YOUR TASK – If a line in the entries contains the word "margin", list it.

[INFORMATION SHOWN Boundary: Start]

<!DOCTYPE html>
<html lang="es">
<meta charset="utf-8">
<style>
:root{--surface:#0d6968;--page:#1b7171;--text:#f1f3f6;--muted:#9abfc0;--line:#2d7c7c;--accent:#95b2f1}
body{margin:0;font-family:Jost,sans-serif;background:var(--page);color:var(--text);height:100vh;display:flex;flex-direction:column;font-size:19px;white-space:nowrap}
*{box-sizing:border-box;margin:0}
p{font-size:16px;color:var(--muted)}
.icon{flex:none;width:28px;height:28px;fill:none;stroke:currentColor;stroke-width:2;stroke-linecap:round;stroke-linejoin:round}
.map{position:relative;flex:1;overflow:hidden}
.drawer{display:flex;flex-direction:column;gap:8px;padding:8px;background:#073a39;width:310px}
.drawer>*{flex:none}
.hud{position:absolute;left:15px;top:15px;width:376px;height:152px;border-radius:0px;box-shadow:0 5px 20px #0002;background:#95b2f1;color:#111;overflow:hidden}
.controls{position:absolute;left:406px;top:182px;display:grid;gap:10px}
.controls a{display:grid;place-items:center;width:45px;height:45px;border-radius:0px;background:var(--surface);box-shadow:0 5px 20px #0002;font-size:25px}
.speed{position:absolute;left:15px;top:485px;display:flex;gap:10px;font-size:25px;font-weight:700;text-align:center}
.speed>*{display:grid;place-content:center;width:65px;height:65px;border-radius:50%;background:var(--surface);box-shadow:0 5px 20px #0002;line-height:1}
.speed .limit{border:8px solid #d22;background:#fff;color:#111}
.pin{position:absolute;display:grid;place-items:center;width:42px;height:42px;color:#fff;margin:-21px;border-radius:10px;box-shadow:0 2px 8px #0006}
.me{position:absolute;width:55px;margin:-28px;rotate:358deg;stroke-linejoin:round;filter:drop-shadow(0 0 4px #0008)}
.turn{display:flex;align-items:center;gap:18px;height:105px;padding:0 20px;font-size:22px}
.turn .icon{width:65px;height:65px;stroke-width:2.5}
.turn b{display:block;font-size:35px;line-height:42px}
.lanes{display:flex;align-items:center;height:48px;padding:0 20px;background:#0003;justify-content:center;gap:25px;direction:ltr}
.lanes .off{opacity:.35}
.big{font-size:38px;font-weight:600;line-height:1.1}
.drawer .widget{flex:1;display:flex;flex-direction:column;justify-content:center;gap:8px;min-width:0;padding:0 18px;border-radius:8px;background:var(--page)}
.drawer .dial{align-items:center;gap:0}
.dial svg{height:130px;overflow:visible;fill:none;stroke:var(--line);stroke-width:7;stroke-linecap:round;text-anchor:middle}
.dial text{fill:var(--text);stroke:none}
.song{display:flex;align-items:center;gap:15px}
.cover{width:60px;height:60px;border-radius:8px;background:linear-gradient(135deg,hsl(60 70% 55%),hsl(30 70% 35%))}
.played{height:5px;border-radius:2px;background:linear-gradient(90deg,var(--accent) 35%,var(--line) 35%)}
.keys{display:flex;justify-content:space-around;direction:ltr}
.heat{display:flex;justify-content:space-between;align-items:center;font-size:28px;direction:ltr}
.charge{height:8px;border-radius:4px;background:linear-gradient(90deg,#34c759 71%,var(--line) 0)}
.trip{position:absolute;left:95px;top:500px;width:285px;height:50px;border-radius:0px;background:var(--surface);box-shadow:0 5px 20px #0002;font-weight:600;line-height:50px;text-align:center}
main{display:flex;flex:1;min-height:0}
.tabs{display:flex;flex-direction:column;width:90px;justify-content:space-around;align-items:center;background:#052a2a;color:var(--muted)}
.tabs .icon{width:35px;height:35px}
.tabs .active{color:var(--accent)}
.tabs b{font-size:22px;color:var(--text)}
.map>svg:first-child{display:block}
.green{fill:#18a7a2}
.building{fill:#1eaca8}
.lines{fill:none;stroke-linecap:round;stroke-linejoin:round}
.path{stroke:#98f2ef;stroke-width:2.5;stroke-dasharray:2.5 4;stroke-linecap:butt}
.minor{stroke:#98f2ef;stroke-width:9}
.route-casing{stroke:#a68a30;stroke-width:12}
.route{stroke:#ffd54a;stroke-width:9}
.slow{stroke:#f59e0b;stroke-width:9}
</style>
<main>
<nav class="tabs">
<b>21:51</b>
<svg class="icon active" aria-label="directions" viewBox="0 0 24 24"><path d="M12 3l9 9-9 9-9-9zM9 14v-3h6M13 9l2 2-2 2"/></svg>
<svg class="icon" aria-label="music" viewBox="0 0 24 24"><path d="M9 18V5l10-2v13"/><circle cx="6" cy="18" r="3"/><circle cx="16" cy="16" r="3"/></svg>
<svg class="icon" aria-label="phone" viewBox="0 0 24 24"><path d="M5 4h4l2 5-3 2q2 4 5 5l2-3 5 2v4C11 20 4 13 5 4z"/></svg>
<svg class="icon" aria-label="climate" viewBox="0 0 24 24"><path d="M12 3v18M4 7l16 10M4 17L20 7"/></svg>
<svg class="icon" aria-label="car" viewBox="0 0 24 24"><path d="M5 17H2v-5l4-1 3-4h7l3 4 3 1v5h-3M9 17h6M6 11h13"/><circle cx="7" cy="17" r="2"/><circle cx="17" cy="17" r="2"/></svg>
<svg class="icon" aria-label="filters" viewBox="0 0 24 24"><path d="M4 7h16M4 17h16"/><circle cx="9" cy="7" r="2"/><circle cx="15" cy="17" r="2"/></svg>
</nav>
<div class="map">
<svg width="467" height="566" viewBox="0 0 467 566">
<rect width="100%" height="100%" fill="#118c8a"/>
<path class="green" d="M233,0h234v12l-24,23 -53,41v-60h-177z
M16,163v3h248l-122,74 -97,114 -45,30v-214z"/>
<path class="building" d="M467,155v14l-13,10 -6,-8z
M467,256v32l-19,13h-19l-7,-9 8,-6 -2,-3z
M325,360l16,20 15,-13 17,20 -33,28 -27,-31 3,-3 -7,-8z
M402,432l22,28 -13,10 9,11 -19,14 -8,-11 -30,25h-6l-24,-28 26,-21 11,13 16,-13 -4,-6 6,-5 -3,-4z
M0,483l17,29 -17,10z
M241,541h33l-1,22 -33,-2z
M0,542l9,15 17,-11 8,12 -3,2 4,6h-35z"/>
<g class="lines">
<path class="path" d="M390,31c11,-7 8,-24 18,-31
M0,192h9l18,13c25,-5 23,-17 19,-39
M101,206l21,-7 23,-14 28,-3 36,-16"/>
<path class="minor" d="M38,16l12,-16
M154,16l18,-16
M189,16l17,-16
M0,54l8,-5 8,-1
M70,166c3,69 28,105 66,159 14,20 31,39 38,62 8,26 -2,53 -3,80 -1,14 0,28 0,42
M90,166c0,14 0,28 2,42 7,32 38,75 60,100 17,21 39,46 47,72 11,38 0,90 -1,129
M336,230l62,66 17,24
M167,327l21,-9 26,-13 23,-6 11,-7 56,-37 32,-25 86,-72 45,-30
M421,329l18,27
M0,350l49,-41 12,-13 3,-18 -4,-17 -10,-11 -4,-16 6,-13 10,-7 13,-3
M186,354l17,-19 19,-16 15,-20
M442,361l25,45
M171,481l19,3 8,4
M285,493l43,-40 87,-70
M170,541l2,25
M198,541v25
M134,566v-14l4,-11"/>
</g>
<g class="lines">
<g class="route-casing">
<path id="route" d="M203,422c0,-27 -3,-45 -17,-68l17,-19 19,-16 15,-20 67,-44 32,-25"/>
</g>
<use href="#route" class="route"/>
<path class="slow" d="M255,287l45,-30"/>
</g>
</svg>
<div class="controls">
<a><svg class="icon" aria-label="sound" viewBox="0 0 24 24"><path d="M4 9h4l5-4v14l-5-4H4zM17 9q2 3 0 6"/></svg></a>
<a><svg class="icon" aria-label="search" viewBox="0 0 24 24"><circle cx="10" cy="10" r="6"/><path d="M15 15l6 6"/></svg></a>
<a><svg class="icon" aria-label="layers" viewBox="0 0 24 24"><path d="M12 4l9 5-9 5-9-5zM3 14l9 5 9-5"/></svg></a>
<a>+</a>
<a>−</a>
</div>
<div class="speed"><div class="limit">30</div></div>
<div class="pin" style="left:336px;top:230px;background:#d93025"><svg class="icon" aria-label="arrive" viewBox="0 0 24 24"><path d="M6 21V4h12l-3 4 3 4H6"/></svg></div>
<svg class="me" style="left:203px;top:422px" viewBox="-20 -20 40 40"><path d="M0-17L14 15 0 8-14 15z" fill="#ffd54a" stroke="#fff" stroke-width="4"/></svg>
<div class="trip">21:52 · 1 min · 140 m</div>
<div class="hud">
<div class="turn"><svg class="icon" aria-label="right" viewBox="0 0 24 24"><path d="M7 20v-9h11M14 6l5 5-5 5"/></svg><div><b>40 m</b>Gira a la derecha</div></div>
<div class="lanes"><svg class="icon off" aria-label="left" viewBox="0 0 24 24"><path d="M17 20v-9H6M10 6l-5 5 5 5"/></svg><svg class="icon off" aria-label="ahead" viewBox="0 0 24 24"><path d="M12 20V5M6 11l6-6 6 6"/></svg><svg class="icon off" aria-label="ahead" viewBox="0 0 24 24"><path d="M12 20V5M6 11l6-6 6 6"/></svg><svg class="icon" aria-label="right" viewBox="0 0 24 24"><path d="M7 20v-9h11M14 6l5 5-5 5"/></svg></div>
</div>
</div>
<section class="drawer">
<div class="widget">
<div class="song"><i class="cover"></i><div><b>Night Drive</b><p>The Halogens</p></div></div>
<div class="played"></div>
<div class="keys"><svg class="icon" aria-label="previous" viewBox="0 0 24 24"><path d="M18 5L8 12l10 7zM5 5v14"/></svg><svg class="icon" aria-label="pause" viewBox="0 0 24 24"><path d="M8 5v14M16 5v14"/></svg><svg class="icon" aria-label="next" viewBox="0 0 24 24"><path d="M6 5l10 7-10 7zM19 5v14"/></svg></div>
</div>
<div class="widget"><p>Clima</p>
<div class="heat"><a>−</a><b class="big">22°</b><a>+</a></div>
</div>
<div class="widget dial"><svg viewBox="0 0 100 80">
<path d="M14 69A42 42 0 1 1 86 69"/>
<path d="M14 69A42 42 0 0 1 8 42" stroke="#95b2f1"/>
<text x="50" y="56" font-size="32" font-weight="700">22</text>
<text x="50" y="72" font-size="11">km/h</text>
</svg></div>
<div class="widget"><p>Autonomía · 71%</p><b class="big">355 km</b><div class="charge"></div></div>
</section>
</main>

[INFORMATION SHOWN Boundary: End]

EXERCISE RESPONSE –
body{margin:0;font-family:Jost,sans-serif;background:var(--page);color:var(--text);height:100vh;display:flex;flex-direction:column;font-size:19px;white-space:nowrap}
*{box-sizing:border-box;margin:0}
.pin{position:absolute;display:grid;place-items:center;width:42px;height:42px;color:#fff;margin:-21px;border-radius:10px;box-shadow:0 2px 8px #0006}
.me{position:absolute;width:55px;margin:-28px;rotate:358deg;stroke-linejoin:round;filter:drop-shadow(0 0 4px #0008)}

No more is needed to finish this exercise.